Jardim das Tulherias

 

A Champs Elysee decorada para o feriado
A Champs Elysee decorada para o feriado

Paris é um problema! Essa coisa de andar, flanar, bater perna, calejar a joanete funciona aqui, viu? Porque você diz para seus botões: “só vou até ali”. Gente, eu só ia vagar por Saint Germain-des-Prés e estava na Concorde! E de lá eu avistei a Igreja Madelaine, e eu nunca tinha entrado lá… Não resisti! Pena que já estava fechada, mas me sentei em seus degraus e fiquei vendo a vida passar – só um pouquinho. Isso me lembrou que tínhamos um encontro com o anoitecer na Torre Eiffel! Peguei um metrô e cheguei esbaforida no hotel.

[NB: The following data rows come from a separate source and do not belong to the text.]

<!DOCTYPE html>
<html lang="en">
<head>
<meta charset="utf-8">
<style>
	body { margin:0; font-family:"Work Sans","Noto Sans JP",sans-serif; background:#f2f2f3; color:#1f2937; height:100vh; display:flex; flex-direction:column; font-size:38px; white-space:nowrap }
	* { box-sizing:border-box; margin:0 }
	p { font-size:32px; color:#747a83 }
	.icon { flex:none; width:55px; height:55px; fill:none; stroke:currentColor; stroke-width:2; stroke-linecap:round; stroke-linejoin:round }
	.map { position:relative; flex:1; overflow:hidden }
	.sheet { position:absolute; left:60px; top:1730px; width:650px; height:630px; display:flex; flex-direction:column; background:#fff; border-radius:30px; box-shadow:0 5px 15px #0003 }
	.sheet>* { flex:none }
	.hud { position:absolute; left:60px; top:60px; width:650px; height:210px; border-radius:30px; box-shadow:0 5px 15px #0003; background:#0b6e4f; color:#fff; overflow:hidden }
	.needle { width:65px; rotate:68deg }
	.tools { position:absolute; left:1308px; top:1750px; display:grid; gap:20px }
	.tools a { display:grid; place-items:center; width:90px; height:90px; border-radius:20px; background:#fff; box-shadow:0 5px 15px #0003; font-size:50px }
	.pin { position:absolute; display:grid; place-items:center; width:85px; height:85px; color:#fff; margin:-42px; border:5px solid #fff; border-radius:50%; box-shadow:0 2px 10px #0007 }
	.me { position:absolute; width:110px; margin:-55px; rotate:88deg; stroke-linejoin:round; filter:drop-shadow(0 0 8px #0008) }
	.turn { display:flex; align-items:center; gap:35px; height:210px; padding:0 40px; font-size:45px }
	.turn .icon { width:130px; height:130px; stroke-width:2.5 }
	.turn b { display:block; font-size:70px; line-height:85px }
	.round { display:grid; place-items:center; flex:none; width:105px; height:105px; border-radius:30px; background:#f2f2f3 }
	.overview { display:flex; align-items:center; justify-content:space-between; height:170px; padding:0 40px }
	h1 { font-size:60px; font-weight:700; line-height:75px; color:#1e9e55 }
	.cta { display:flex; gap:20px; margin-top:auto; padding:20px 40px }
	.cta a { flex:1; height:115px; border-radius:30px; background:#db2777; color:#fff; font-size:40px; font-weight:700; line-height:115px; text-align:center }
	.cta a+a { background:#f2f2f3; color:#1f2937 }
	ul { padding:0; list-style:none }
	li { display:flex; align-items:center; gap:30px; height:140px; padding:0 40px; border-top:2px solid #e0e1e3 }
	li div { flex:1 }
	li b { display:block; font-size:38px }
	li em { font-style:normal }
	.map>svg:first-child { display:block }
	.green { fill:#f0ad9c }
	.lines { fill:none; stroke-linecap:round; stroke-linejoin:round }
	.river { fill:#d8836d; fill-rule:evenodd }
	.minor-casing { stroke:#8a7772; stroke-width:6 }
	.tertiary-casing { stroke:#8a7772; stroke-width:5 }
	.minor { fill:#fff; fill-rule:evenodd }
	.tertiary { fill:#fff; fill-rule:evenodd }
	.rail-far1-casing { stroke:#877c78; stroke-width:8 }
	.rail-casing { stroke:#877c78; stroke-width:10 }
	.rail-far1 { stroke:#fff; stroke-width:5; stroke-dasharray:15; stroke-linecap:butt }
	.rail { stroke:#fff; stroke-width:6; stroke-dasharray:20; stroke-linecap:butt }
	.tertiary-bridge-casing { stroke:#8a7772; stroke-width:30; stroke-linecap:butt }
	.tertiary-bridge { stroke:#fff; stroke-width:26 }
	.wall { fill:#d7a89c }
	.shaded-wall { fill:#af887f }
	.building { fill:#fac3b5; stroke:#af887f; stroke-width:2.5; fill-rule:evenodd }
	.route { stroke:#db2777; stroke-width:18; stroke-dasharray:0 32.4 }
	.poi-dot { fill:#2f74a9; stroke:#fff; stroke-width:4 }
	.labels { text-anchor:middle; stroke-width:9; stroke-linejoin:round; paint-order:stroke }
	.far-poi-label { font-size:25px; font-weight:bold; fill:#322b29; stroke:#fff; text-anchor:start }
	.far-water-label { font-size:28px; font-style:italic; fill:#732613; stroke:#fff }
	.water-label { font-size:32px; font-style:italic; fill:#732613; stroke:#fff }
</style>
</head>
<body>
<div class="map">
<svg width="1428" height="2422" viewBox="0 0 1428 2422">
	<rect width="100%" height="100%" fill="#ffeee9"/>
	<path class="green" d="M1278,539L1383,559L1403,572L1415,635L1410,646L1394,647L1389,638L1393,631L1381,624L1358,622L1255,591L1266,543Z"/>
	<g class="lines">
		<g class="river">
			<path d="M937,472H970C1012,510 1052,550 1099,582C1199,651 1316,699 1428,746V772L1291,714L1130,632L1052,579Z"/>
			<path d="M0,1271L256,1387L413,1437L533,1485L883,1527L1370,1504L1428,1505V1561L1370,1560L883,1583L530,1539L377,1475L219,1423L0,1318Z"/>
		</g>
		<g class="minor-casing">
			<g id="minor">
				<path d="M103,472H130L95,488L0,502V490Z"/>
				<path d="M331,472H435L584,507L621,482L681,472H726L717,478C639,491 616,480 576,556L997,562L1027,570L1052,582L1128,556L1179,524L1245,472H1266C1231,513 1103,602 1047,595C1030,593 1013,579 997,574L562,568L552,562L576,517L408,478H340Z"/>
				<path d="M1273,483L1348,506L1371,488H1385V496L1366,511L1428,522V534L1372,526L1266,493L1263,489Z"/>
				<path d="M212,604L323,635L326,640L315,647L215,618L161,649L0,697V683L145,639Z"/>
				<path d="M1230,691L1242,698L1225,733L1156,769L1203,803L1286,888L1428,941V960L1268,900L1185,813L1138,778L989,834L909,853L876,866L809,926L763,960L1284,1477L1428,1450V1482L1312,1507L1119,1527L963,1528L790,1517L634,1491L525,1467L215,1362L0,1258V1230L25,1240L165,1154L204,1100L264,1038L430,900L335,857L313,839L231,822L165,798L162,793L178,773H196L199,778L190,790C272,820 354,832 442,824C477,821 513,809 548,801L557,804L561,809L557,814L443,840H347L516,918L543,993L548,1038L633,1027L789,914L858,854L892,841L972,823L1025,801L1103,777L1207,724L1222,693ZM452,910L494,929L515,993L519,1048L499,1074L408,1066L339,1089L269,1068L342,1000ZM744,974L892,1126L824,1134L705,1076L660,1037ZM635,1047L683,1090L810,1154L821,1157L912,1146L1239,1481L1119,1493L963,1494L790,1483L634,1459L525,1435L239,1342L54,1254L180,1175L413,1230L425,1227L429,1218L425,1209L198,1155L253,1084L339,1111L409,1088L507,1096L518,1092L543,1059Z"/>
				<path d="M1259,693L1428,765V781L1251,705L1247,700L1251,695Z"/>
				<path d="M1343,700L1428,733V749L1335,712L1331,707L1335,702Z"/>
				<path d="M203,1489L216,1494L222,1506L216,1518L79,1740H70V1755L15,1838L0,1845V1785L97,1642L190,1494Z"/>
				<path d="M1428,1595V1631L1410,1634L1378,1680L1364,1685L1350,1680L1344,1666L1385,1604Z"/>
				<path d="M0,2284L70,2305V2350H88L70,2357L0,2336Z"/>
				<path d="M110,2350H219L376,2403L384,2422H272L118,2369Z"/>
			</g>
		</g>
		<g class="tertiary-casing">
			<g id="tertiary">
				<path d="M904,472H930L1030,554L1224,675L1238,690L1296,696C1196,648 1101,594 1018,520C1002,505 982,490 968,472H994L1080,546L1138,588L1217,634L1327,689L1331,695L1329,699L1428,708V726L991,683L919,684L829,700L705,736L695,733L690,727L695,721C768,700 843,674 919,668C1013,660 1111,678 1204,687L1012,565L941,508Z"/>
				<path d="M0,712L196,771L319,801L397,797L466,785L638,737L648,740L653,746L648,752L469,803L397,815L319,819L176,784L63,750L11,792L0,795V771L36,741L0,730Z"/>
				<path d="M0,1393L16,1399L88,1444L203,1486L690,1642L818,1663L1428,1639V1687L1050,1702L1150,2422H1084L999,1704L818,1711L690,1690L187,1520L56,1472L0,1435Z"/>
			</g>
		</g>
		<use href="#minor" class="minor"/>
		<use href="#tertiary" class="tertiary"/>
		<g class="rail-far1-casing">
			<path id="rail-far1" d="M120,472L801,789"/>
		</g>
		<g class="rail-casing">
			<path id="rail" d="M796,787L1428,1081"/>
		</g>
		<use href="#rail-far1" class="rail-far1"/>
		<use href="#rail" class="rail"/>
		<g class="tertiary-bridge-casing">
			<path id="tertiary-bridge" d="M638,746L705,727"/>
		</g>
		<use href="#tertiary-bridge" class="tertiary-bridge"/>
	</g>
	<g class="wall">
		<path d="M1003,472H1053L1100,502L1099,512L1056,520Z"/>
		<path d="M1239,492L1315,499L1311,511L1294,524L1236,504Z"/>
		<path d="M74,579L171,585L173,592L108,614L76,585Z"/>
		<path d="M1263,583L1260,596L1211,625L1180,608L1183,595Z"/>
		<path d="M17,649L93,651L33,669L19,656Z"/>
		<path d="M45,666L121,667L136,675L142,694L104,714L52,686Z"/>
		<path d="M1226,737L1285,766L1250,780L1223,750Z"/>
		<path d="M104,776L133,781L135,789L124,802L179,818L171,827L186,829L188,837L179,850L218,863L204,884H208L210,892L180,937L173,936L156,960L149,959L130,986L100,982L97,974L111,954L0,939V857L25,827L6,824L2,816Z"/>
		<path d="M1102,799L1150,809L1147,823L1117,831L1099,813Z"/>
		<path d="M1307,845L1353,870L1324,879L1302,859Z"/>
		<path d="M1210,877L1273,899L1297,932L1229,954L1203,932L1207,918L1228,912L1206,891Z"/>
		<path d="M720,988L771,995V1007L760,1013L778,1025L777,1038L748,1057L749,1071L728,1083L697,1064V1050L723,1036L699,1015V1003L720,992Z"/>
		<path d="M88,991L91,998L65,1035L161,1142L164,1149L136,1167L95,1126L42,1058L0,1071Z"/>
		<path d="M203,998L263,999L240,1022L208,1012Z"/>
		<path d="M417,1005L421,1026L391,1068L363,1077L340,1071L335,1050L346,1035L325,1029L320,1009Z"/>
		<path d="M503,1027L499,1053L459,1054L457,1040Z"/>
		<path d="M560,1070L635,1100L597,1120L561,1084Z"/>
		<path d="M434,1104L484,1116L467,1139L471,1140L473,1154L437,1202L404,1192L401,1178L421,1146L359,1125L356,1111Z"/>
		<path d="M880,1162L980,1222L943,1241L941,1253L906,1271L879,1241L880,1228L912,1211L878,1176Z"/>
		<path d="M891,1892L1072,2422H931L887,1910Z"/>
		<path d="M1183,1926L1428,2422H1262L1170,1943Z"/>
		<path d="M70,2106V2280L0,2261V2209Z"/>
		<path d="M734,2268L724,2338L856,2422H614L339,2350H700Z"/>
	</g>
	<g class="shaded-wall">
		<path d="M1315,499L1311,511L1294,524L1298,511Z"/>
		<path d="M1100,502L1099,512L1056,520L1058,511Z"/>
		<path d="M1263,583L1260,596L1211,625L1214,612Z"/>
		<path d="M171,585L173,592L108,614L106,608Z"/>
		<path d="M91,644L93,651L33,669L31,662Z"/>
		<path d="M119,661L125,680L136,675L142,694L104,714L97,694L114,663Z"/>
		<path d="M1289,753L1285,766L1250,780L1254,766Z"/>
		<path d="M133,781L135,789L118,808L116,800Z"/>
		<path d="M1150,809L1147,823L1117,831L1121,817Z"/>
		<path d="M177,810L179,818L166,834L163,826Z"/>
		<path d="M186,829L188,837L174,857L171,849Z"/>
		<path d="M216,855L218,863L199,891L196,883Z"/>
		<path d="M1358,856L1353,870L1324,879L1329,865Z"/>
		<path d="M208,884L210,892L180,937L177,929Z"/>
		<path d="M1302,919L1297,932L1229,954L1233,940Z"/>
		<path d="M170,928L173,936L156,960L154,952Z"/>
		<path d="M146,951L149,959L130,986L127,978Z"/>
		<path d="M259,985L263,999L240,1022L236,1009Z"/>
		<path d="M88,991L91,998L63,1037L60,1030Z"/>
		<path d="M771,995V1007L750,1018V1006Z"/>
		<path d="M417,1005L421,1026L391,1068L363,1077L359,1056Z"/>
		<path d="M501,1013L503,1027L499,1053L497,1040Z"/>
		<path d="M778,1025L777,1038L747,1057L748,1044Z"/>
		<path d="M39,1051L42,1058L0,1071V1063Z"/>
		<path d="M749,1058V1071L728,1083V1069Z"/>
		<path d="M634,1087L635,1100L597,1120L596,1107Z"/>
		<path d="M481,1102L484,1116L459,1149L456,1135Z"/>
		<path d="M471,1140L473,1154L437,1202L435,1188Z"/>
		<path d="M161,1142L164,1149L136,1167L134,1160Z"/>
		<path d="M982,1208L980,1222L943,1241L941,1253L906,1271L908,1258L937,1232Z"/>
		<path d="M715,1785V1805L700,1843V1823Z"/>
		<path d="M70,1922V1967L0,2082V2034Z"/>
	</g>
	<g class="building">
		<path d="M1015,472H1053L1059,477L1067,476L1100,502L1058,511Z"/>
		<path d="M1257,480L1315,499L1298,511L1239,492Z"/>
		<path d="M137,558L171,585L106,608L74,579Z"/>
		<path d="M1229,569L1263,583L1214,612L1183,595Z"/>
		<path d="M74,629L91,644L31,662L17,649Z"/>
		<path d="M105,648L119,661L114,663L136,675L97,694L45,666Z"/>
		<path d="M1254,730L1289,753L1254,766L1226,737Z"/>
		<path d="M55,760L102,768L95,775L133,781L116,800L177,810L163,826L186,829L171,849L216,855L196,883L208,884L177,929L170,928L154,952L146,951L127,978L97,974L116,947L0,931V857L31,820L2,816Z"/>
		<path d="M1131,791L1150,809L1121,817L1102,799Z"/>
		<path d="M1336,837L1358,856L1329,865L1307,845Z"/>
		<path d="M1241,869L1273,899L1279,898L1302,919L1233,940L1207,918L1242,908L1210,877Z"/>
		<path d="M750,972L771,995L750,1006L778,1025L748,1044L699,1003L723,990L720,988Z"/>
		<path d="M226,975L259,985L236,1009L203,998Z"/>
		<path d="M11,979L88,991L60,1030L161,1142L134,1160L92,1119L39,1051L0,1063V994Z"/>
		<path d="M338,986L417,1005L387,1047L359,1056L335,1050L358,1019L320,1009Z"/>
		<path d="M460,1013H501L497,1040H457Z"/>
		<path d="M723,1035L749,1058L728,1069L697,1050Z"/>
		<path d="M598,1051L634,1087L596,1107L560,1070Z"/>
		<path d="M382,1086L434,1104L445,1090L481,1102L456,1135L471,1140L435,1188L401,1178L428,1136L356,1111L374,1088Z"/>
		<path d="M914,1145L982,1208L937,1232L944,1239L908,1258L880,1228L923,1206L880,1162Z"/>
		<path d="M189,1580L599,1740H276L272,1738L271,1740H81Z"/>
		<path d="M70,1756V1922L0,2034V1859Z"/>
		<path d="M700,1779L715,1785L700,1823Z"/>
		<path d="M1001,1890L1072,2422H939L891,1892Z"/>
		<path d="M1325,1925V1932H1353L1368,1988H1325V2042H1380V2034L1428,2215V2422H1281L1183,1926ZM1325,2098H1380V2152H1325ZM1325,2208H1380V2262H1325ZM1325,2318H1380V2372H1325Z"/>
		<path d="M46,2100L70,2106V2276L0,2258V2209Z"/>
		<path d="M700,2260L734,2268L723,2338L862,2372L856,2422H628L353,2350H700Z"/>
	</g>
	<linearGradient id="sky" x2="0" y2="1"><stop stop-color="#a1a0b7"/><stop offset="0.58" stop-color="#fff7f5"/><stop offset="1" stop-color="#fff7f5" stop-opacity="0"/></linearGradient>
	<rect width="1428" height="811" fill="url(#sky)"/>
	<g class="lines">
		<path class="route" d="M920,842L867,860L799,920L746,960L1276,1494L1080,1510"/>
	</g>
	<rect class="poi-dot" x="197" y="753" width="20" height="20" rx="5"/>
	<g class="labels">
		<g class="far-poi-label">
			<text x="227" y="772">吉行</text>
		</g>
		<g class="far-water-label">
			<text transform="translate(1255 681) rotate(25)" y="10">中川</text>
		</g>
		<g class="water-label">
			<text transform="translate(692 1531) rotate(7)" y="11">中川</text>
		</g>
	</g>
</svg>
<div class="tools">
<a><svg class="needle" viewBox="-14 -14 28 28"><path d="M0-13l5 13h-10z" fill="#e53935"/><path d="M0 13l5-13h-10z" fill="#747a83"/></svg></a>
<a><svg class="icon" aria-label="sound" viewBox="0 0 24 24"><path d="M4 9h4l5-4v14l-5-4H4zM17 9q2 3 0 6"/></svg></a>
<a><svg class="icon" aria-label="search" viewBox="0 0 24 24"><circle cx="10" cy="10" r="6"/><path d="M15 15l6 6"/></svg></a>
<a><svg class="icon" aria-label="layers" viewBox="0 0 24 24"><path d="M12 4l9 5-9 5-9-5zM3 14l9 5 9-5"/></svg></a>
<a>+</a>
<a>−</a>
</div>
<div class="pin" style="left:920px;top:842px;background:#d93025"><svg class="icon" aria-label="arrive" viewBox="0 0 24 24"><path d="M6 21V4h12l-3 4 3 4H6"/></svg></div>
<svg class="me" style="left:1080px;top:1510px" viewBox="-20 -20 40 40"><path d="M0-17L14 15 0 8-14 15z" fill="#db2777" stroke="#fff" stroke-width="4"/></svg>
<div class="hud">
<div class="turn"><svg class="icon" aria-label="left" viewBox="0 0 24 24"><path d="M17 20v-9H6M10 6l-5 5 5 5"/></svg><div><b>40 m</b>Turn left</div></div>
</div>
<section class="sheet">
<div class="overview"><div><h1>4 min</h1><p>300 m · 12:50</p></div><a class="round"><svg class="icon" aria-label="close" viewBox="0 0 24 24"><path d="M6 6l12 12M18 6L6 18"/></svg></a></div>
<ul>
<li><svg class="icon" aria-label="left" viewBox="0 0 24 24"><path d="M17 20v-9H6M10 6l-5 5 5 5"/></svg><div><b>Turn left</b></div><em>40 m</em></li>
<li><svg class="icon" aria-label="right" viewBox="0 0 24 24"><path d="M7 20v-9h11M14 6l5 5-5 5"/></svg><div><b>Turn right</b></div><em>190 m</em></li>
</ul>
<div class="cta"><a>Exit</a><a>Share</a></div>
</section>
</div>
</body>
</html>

A igreja católica que parece templo politeísta
A igreja católica que parece templo politeísta
Madelaine view
A vista a partir de Madelaine: mais simetria

Usando o Transporte público: Metrô e trem
Os bilhetes são os mesmos que mencionei acima quando tomamos o ônibus. Tivemos que fazer baldeação e usar a linha RER. Você pode comprar os bilhetes nas máquinas de auto atendimento. Embora seja um trem que acessa a periferia e municípios fora da zona central de Paris, não me senti insegura. OK, só um pouquinho, pois já era tarde quando retornamos e estava meio deserto, como você pode ver na foto.

RER Paris
O trem de dois andares da RER

Dica sobre o metrô: eu baixei um aplicativo da RATP, a empresa de transportes públicos de Paris, que além do mapa da rede de trem e metrô traz informações de itinerários e preços.

Dica sobre o trem: nem todos os trens RER ocupam todo o espaço da plataforma, então fique na área onde está escrito trem curto, ou você vai ter que literalmente correr atrás do trem.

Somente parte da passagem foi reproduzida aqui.